PFlow Encodec

Implementation of TTS based on paper P-Flow: A Fast and Data-Efficient Zero-Shot TTS through Speech Prompting. You can check main differences between implementation and paper in Differences section.

Main goal of this project

I have two goals to achieve in this project. It seems work but, really poor at Japanese and numbers.

First, I want to test character-based input with SeamlessM4T's Aligner for English, Korean, Japanese and other languages. but, mainly for three languages mentioned above.
Second, zero-shot multilingual TTS model. since this model will be trained with sentencepiece tokenizer input, it does not need phonemizer. so, it would be easily adapted to other languages tokenizer supports. check out supported languages of tokenizer here

Samples

Generated Samples from model trained on LibriTTS-R, korean and japanese corpus of AIHub 131 datasets. All samples are decoded with MultiBand-Diffusion model from AudioCraft. Pretrained checkpoint used here is available on huggingface.

you can check how to use it in sample notebook.

Currently, speaker embedding of multi-lingual model seems to be highly entangled with language info. it shows worse zero-shot capability. I'm planning to train new model with language ID to reduce language bias in speaker embedding.

Code-switch Text: There's famous japanese sentence, つきがきれいですね, which means 나는 당신을 사랑합니다.

English Prompt Generation

code_switch_libri.mp4

Japanese Prompt Generation

code_switch_jsut.mp4

Korean Prompt Generation

code_switch_kss.mp4

English Text: P-Flow encodec is Text-to-Speech model trained on Encodec latent space, using Flow Matching.

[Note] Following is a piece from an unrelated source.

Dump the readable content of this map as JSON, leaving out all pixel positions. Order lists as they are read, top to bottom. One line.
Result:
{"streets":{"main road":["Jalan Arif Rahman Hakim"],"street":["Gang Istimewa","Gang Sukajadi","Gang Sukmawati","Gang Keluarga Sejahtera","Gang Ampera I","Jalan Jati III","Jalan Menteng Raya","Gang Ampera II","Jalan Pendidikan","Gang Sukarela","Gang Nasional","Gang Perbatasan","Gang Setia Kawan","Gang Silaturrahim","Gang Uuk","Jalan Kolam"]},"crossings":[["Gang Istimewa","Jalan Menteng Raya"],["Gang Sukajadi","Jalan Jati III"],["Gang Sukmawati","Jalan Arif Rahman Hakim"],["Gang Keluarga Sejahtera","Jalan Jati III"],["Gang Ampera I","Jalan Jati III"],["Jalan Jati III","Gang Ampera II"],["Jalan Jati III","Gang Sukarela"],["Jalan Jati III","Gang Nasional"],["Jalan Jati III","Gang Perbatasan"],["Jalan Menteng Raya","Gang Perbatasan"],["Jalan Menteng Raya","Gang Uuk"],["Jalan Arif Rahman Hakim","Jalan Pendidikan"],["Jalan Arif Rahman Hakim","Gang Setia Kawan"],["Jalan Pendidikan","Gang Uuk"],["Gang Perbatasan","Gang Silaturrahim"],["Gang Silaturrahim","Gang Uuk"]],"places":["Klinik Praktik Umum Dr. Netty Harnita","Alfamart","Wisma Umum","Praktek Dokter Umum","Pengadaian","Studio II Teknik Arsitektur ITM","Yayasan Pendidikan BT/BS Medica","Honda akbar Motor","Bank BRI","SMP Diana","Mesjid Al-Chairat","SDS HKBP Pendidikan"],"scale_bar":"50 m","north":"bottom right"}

Prompt Audio (from LibriTTS-R)

libritts_r_prompt.mp4

Generated Audio

libritts_r_sample.mp4

Japanese Text: こんにちは、初めまして。あなたの名前はなんですか？これは音声合成モデルから作られた音声です。

Prompt Audio (from JSUT)

jsut_prompt.mp4

Generated Audio

jsut_sample.mp4

Korean Text: 백남준은 미디어 아트의 개척자로서 다양한 테크놀로지를 이용하여 실험적이고 창의적으로 작업했다.

Prompt Audio (from KSS)

kss_prompt.mp4

Generated Audio

kss_sample.mp4

Environment Setup

I've developed in WSL, Windows 11. I have not tested on other platforms and torch version. I recommend using conda environment.

conda create -n pflow-encodec -y python=3.10
conda activate pflow-encodec
conda install -y pytorch==2.2.0 torchvision==0.17.0 torchaudio==2.2.0 pytorch-cuda=12.1 -c pytorch -c nvidia
conda install -y -c conda-forge libsndfile==1.0.31
pip install -r requirements.txt
pip install -r infer-requirements.txt

Dataset Preparation

meta tsv file

First of all, you need to prepare tsv file, which contains three columns: audio_path, text, duration. each column is separated by tab.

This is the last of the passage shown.